5th E of Tech Ecosystem Building: Economically resilient (Micro)

5th E of Tech Ecosystem Building: Economically resilient (Micro)

Pinhome CEO Dara shares an example use case on our podcast:

“So we always measure metrics such as CLV to CAC ratio. We want to maintain a more than 4x customer lifetime value over customer acquisition cost. Retention efforts can include a lot of other things, such as loyalty programs and customer support, to ensure satisfaction and repeat business.

We also cross-sell, right? And when we cross-sell, we acquire users with lower CAC products, such as home services, and then cross-sell them and upgrade them to high CLV products, such as brokerage or mortgage refinancing.”

Carro CFO Ernest shares their approach on our podcast:

“The idea is to cross-sell financing where we get commissions or monthly interest, cross-sell insurance and target yearly renewals, to build products and services that our customers love and capture returning customers including after sales services every 6 months, insurance renewals every year. 

Essentially many of the things we do strengthens and reinforce customer lifetime value. Last quarter, our annual GP grew nearly 200% for mobility, nearly 150% for aftersales and 50% each for financing and insurance.”

Digital bank Tonik CEO and founder Greg Krasnov shares an example from their loan portfolio on our podcast:

“We’ve also created a cash loan product, which is an upsell to the good clients that we have, because once a client has proven to us that they can repay, we’ll want to offer them the next loan and the next loan…That’s a product that’s done really well for us.”

(6) Tech ecosystems are built on macro-economically resilient product stacks

Product diversification should support customers through different economic cycles or externalities.

6th E of Building Tech Ecosystems: Economically resilient (Macro)

6th E of Building Tech Ecosystems: Economically resilient (Macro)

Tonik CEO Greg shares on our podcast about how the current market has impacted Tonik’s approach to building a diversified loan portfolio:

“Having a diversified product portfolio on the asset side—on the lending side—is very important to making sure the bank is sustainable through different economic cycles.

And, when times get tough, of course, you want to be more safe, more secure in the types of loans that you do. And it could mean security in terms of pledges over some assets. It could mean security in terms of the customer making a down payment against something that he’s bought with your loan, which is the case in our sales finance.

We typically require about a 20% down payment from the customer himself. Let’s say they buy a TV. We provide 80% of the financing, but 20% has to be given by the customer himself. The big loan, of course, has security on the property.

Even within the cash loan, we have different gradations. They’re not driven by security itself, but they’re driven by the demographic, because different demographics are exposed to different types of economic influences.

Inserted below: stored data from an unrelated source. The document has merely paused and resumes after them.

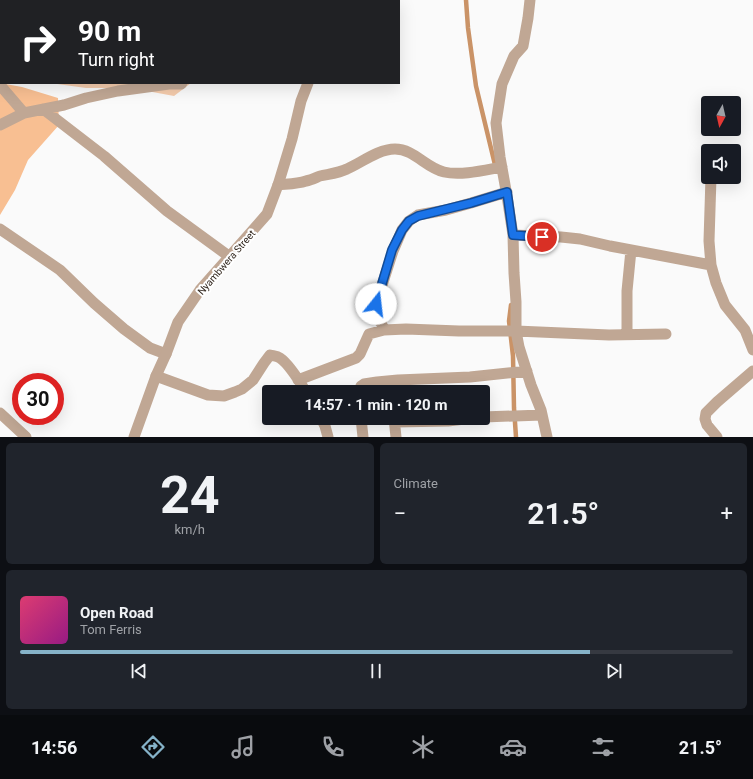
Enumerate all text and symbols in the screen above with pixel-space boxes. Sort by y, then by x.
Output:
text: 90 m [78,15,141,48]
icon: right [12,16,64,68]
text: Turn right [78,49,155,70]
north arrow [701,96,741,136]
map controls [701,96,741,184]
button: sound [701,144,741,184]
pin [525,220,559,254]
icon: arrive [531,226,553,248]
street label: Nyambwera Street [195,228,257,297]
position arrow [355,283,397,325]
speed limit sign: 30 [12,373,64,425]
text: 14:57 · 1 min · 120 m [305,396,447,414]
text: 24 [160,465,220,526]
text: Climate [394,476,438,491]
text: 21.5° [527,496,599,531]
text: − [394,501,406,526]
text: + [721,501,733,526]
text: km/h [174,522,205,537]
text: Open Road [80,604,154,622]
text: Tom Ferris [80,622,142,637]
icon: previous [128,660,150,682]
icon: pause [365,660,387,682]
icon: next [603,660,625,682]
icon: directions [139,733,167,761]
icon: music [229,733,257,761]
icon: phone [319,733,347,761]
icon: climate [409,733,437,761]
icon: car [499,733,527,761]
icon: filters [589,733,617,761]
text: 14:56 [31,737,77,758]
text: 21.5° [679,737,722,758]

There are different kinds of safety levers, and what we’re trying to do right now is to balance properly. Yes, as I mentioned to you, the reason I was so keen to launch the big loan was because I could see it coming; it was not rocket science, the macro was looking bad.

When the macro is looking bad, you want to run to safety on the asset side. You want to make sure that you have products that can actually scale despite the negative macro. So payroll reduction for us, for example, is a great downside-protected mechanism because defaults would mean the employer would have to go under. And okay, we’ve had a couple of cases of employers going under; that’s not a major part of the loan.

So it’s a very stable, safe kind of source of repayment where you can go directly on the payroll. So we’re looking for those types of risk mitigants that will get us through this down cycle safely and will still allow us to scale despite the macro turbulence.

The same concept of resilience applies to Vietnamese smart investment platform Finhay, as CEO and founder Huy Nghiem describes on our podcast:

The whole idea of Finhay’s platform is to provide a diverse investment option for users, so they don’t have to go anywhere else. They can invest in fixed income during market turbulence and in stocks during good times. They can even balance their portfolio and invest in more traditional assets like gold with us.”

(7) Tech ecosystems are built on eclectic product discovery strategies

A company is never too mature to get back to the drawing board for product discovery.

7th E of Tech Ecosystem Building: Eclectic product discovery

7th E of Tech Ecosystem Building: Eclectic product discovery

Flip COO Gita Prihanto explains this on our podcast:

“When we are developing a new product, the new product that we develop may not necessarily be similar to what we had earlier.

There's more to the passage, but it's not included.